Using Rubrics to Respond to Student Writing

Why use a rubric?

As labor saving devices, rubrics are of questionable value (at least if you spend as much time tinkering with them as I do). However, most of us agreed that their real value is as a tool for more clearly communicating expectations and feedback to students, and in assisting us to grade more consistently (especially at 11 p.m. on Sunday night).

Types of rubrics:

  • Analytic rubrics allow you to evaluate the project’s performance in individual categories such as argument, organization, and so on. Descriptions of criteria (or examples) are given for a range of performance levels from superior to unacceptable. Typically, each category is given a weighted score. When done well, this type of rubric provides fairly concrete feedback to the student, and it encourages consistent grading. On the other hand, weighted scores sometimes introduce the risk that a student can be disproportionately penalized or rewarded for performance in a given category. As Robert Miller said, a passing paper can be beautifully written…and completely wrong.
  • Holistic rubrics generally have three or four score levels, each of which provides a description of the writing components that contributed to the score. For instance, a level 3 (with 3 being the highest score) might include the following description:
    Meets All Expectations

    • Introduces the topic by engaging the reader in an interesting anecdote.
    • Uses good transitions to move the reader effectively from personal recollection to broader ethical point.
    • Documents sources completely and correctly using MLA or APA documentation standards.
    • Concludes the paper with a provocative rhetorical question.
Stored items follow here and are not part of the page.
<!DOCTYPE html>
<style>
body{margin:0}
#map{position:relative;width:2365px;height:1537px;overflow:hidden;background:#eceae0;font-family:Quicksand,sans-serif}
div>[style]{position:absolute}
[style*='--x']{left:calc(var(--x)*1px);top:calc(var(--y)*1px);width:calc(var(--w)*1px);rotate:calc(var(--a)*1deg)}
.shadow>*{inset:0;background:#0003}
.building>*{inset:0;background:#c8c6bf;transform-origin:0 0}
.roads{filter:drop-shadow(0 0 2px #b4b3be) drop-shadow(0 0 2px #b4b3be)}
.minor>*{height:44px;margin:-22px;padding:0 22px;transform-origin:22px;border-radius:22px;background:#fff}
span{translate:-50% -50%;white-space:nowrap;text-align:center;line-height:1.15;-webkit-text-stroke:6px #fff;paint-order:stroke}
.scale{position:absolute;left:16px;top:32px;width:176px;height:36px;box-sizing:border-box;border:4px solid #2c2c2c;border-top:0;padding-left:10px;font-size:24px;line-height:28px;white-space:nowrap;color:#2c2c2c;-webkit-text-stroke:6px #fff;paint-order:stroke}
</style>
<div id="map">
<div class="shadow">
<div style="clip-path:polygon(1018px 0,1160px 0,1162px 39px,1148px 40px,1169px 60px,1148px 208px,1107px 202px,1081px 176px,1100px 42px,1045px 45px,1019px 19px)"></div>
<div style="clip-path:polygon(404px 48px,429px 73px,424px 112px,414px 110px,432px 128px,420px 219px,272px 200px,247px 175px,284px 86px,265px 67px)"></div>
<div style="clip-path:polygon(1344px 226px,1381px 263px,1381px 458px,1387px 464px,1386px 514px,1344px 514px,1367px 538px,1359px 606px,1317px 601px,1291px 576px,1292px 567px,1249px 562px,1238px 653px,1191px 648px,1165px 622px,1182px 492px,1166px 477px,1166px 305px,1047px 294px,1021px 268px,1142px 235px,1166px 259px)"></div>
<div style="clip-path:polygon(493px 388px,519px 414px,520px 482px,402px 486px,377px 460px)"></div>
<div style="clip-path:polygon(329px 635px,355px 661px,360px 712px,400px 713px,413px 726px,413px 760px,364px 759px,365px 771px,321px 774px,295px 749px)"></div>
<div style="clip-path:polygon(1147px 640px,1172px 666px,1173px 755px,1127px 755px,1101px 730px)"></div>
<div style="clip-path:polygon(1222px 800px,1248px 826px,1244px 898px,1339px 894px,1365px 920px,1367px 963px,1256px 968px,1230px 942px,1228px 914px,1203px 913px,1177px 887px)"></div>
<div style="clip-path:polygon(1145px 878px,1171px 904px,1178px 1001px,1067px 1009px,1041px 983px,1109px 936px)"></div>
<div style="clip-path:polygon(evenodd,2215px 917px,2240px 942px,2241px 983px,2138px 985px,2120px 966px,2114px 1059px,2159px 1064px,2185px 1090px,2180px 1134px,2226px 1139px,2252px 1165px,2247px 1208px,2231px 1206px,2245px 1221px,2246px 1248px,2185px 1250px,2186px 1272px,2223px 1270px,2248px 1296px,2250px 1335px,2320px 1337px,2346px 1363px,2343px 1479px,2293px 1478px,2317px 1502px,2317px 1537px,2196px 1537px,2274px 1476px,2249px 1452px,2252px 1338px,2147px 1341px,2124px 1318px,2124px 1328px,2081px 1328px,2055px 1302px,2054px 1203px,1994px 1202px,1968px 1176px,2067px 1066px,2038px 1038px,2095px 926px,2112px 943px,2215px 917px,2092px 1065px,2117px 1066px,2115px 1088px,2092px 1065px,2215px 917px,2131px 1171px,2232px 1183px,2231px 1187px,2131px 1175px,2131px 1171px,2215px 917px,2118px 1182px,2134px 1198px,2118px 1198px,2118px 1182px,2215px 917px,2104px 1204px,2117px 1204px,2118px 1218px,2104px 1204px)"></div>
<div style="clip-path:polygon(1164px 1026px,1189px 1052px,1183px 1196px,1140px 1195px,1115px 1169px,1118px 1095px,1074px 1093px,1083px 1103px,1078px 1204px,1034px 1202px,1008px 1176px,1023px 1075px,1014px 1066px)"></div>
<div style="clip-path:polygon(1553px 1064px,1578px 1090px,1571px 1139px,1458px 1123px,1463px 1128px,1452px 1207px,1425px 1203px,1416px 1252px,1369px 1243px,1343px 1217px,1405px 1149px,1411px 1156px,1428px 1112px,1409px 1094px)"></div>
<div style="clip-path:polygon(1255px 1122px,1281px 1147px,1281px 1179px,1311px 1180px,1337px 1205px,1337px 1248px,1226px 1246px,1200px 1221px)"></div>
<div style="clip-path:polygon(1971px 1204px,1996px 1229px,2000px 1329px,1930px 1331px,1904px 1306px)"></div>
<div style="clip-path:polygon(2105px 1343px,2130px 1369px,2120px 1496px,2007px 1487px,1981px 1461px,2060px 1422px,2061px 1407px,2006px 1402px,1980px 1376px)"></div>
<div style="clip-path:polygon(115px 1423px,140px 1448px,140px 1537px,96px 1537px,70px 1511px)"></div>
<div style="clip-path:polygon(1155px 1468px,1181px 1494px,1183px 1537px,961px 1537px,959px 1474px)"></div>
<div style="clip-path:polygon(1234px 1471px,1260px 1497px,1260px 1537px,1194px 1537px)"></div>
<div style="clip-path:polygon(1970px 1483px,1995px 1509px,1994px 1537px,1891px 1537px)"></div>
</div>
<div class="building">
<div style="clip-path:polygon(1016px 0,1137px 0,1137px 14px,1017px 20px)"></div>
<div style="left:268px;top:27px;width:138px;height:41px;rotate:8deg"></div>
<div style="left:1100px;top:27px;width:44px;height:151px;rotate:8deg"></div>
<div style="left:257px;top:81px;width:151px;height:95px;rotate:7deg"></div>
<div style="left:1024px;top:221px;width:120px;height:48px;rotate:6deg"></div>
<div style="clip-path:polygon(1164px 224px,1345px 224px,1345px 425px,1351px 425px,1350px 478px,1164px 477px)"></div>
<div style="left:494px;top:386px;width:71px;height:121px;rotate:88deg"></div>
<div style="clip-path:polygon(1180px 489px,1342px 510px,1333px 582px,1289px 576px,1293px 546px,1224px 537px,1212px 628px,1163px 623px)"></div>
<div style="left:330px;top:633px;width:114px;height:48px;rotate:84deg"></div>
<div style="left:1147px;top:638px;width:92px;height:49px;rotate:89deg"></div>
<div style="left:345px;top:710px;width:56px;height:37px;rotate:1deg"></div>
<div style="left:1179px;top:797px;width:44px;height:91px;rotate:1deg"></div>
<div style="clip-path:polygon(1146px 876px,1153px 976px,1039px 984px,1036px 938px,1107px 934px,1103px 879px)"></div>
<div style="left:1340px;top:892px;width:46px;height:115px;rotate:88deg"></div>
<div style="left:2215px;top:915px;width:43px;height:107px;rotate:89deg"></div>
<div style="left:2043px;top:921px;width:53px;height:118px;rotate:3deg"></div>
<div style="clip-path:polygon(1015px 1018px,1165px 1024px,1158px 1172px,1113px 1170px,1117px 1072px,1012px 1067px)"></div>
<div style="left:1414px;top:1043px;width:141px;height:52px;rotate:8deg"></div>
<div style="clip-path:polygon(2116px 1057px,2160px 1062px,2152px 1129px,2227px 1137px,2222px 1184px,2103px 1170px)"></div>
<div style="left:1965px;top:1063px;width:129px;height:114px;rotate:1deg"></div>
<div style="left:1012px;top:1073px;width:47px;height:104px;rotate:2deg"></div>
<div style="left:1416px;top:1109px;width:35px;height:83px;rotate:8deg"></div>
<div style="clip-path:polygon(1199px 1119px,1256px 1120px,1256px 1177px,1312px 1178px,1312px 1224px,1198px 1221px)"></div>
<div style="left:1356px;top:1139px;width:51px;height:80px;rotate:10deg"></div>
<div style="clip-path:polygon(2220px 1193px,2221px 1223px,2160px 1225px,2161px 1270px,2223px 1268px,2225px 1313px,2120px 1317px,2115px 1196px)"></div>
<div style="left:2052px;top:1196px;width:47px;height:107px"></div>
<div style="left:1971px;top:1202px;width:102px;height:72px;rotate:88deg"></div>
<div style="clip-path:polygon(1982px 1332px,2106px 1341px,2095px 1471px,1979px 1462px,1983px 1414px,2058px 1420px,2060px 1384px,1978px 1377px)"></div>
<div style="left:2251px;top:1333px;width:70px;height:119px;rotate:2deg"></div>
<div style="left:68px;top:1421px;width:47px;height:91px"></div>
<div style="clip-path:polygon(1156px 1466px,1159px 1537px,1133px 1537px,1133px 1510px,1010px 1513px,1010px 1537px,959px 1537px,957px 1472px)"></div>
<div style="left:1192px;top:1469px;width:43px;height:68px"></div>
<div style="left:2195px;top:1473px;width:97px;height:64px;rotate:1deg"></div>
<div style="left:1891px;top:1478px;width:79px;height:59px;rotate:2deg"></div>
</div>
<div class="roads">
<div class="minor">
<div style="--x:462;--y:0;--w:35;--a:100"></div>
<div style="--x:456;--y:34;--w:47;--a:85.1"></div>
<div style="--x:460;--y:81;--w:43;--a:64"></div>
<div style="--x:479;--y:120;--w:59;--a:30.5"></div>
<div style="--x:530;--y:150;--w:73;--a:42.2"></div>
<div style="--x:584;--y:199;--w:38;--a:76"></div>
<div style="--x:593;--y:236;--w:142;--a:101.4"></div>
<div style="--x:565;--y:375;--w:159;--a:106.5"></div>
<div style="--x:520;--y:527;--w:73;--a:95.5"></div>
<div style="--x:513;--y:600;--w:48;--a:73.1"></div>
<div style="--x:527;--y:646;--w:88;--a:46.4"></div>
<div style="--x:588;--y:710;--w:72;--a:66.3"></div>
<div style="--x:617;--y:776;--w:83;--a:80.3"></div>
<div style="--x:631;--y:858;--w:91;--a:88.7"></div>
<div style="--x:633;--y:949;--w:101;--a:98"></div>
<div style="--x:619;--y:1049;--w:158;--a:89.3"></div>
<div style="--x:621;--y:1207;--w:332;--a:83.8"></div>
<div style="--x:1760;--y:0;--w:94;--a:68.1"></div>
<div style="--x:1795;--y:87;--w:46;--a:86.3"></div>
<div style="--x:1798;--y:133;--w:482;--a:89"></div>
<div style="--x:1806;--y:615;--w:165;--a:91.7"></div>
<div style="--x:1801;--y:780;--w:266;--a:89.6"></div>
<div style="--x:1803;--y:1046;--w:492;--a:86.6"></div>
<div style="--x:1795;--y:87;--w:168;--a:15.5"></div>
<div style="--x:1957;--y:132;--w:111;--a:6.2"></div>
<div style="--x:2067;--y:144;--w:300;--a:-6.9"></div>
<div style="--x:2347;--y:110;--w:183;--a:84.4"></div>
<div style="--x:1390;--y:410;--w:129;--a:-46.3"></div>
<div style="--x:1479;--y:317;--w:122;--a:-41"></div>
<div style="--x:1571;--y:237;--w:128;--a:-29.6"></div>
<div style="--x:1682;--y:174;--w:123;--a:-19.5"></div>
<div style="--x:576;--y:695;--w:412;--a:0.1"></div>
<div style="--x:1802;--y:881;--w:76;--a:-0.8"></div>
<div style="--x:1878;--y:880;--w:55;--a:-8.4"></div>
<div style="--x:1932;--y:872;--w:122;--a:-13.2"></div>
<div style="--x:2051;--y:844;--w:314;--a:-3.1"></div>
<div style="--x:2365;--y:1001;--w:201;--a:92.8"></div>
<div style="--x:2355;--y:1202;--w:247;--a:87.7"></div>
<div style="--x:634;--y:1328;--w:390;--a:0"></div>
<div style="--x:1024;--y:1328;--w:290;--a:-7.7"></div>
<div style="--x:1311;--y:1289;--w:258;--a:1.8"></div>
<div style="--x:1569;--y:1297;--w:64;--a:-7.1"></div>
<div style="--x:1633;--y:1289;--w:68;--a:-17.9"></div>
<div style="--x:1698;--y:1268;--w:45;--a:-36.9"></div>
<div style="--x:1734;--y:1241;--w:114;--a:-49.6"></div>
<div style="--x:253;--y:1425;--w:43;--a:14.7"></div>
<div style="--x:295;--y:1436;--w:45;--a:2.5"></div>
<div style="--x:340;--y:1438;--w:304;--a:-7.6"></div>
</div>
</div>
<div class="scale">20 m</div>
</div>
    Level 2 would presumably give descriptions of each component that were merely satisfactory. While holistic rubrics may be fast to use, they unfortunately do not allow for a particularly nuanced response to student writing.

  • Hybrid rubrics generally borrow the structure of analytic rubrics for the purpose of description, but they may not score each category. This eliminates the problems associated with weighting scores, but students who wonder why they received a particular grade may not find them as useful. In a sense, these are feedback mechanisms rather than scoring rubrics.

Considerations as you develop a useful rubric:

  • One thing we all agreed on was that rubrics should be designed in tandem with the assignment. As the assignment describes the criteria for a successful project, the rubric should reflect (and perhaps even clarify) those same values.
  • Likewise, some suggested that the rubrics should use the same language as (“link to”) the overall course objectives (in addition to the assignment goals).
  • Be sure to “unpack the language” by avoiding ambiguous terms like fluency, voice, sufficient, acceptable, and so on, in both the rubric AND the assignment.
  • A few people mentioned that they develop their rubrics collaboratively with their students. Robert Miller, for instance, even allows his students (with his guidance and, if necessary, veto power) to assign the values for each category of the rubric. Certainly, that strategy implies that students better understand the language and values of the rubric and assignment.
  • What would an exemplary example of this assignment look like? A satisfactory example? Unsatisfactory? Roy mentioned that he prefers to label his lowest category “Not Yet Acceptable.”
  • Consider how your rubric/assignment can challenge students. Where do you want them to develop or improve? Elissa suggested it might be appropriate to develop individual rubrics for each student depending on their level or goal.
  • Consider asking your students to rate their own paper (or sample papers) using the rubrics.